Segment Start: MATERIAL FOR THIS EXERCISE

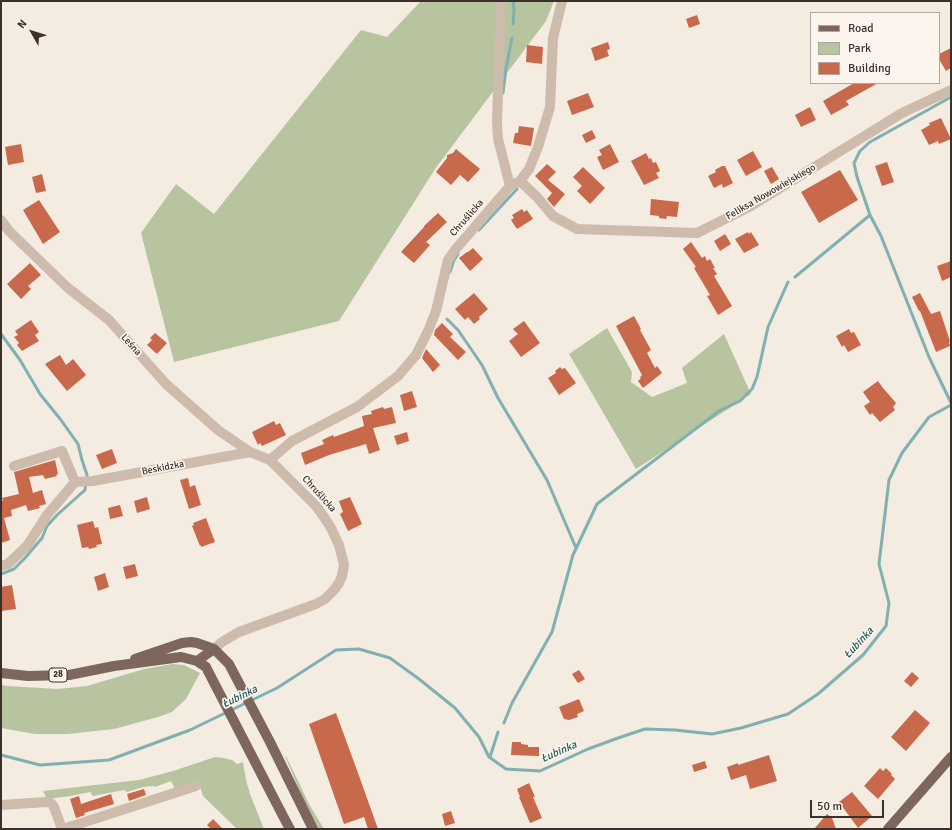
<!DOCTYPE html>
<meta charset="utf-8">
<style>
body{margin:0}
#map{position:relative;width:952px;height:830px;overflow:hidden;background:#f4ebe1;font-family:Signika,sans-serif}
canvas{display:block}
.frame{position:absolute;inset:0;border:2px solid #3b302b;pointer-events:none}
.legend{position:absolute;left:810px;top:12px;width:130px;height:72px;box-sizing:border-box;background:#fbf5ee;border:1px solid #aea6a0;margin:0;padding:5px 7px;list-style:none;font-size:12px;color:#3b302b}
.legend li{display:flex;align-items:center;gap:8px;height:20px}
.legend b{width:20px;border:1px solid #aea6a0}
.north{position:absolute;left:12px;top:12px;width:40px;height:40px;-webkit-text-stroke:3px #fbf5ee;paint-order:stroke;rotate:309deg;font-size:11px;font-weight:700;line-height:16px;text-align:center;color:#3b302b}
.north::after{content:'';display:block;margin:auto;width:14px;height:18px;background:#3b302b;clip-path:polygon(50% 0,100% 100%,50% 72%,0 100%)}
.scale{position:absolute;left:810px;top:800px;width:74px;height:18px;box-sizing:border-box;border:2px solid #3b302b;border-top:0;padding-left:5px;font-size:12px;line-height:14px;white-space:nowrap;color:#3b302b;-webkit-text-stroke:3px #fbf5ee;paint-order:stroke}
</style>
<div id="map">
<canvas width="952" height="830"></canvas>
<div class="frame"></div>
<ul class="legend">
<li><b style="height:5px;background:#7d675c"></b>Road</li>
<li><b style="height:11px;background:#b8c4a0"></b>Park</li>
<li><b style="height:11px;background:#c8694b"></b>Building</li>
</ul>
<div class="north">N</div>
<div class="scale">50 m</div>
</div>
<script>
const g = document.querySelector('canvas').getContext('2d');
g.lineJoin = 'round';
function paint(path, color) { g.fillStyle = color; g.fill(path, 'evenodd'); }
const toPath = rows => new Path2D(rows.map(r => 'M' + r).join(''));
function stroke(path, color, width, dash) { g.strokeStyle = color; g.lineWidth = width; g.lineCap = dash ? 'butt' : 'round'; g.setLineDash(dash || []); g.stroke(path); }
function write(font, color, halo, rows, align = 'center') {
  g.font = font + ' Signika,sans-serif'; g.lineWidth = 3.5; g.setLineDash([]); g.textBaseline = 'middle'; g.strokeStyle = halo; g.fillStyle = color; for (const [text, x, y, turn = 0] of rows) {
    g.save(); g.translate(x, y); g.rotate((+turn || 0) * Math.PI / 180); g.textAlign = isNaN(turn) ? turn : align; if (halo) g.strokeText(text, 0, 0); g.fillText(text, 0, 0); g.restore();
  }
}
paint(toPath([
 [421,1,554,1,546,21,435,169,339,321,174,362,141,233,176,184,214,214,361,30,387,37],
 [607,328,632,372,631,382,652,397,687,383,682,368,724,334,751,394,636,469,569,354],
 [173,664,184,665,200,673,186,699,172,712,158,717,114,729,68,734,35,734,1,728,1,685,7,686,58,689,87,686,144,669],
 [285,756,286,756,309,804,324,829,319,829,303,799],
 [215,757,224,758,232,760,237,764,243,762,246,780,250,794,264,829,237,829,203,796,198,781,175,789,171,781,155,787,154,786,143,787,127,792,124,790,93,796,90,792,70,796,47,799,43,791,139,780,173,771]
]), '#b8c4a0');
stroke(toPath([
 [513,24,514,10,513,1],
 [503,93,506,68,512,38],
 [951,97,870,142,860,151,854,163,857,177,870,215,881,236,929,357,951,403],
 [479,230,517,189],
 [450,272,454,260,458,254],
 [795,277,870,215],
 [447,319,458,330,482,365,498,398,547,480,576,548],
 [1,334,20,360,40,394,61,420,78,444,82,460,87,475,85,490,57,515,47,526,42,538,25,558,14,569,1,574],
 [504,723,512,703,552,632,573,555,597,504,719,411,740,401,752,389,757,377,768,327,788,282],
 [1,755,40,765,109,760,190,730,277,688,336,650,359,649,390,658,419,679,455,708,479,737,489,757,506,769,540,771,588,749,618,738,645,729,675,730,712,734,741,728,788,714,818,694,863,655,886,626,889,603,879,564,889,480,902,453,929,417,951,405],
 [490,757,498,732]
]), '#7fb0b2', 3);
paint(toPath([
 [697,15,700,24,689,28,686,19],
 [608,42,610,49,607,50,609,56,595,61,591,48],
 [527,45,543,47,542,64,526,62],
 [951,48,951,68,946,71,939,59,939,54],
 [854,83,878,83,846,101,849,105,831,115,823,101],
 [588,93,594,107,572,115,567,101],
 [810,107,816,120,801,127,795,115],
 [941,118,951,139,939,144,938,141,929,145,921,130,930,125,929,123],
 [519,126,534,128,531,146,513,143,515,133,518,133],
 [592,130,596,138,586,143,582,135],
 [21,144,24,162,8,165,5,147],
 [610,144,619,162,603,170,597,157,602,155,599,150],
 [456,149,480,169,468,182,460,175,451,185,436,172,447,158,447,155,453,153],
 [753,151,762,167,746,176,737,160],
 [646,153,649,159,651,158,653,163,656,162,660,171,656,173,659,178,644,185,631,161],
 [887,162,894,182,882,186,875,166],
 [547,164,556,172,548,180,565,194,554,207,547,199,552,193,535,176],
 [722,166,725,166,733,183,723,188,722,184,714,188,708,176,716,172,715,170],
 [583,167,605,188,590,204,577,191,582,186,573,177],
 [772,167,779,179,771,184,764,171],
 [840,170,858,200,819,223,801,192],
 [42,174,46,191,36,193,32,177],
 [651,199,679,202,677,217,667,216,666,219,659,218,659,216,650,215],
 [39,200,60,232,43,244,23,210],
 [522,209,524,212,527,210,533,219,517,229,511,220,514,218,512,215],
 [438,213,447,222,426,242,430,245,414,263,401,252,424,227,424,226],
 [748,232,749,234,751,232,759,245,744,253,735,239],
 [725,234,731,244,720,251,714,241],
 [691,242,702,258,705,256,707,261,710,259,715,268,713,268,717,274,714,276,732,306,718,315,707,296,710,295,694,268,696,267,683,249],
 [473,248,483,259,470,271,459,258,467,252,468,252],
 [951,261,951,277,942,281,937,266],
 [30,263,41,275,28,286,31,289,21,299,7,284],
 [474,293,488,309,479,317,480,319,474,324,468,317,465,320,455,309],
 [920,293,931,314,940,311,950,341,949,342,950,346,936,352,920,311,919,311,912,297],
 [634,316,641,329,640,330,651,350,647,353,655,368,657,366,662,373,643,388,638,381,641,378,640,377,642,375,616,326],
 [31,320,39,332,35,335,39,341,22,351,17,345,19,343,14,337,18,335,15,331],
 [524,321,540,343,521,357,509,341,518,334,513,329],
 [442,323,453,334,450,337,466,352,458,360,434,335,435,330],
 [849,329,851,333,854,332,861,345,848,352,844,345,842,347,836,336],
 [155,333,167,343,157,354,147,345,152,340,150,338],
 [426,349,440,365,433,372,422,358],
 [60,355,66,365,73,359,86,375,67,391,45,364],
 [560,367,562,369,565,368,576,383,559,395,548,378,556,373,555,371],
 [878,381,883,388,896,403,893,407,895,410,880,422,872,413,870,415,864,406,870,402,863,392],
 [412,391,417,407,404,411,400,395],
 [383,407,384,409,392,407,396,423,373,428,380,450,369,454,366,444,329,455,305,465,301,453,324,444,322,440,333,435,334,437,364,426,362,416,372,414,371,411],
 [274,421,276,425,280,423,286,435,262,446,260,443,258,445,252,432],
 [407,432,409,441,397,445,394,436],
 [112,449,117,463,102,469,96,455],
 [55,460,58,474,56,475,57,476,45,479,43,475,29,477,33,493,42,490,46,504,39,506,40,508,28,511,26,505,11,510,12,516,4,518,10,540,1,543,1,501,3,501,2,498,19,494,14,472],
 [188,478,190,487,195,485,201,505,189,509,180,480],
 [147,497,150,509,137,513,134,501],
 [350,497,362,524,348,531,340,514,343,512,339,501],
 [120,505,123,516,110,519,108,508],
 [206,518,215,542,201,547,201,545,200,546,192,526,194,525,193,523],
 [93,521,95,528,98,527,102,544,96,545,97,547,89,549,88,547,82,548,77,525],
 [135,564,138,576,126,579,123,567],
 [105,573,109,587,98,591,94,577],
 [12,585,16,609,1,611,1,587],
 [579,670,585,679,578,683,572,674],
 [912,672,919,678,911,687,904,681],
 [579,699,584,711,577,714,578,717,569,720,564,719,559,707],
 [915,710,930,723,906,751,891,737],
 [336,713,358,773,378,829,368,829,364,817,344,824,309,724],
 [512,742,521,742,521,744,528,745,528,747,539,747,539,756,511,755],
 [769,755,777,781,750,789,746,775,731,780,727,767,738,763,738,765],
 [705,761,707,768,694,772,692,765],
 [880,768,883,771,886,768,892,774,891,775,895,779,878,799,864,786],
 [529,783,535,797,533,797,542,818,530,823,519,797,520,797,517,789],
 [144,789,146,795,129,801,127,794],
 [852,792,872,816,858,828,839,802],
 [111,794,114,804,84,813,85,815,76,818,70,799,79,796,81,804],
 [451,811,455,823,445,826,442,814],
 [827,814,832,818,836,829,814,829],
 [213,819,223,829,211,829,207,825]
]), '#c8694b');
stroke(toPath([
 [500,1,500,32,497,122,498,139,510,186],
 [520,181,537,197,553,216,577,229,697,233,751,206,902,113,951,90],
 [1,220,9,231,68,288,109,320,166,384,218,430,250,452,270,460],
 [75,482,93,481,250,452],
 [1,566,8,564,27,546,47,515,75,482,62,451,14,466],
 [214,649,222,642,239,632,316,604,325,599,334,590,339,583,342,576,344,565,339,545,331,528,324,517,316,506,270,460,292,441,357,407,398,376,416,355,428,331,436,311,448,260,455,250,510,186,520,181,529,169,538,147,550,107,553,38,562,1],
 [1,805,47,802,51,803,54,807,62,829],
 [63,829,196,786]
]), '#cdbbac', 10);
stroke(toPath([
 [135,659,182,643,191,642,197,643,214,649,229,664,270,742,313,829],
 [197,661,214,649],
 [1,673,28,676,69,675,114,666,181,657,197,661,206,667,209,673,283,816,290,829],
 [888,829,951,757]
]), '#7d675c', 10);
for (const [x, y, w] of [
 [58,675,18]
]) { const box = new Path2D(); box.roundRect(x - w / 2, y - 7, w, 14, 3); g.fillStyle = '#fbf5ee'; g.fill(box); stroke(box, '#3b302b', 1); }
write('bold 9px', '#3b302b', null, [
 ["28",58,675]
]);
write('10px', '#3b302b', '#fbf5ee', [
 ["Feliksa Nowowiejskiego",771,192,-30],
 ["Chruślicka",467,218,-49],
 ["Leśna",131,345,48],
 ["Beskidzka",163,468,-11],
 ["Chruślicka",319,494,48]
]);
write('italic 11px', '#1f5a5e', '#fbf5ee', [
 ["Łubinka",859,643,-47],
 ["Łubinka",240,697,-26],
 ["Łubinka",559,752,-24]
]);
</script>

Segment End: MATERIAL FOR THIS EXERCISE

» AIM OF THE EXERCISE: The lines you return should be those above that contain the word "halo", every one of them.

» OUTPUT FOR THIS TASK:
function write(font, color, halo, rows, align = 'center') {
  g.font = font + ' Signika,sans-serif'; g.lineWidth = 3.5; g.setLineDash([]); g.textBaseline = 'middle'; g.strokeStyle = halo; g.fillStyle = color; for (const [text, x, y, turn = 0] of rows) {
    g.save(); g.translate(x, y); g.rotate((+turn || 0) * Math.PI / 180); g.textAlign = isNaN(turn) ? turn : align; if (halo) g.strokeText(text, 0, 0); g.fillText(text, 0, 0); g.restore();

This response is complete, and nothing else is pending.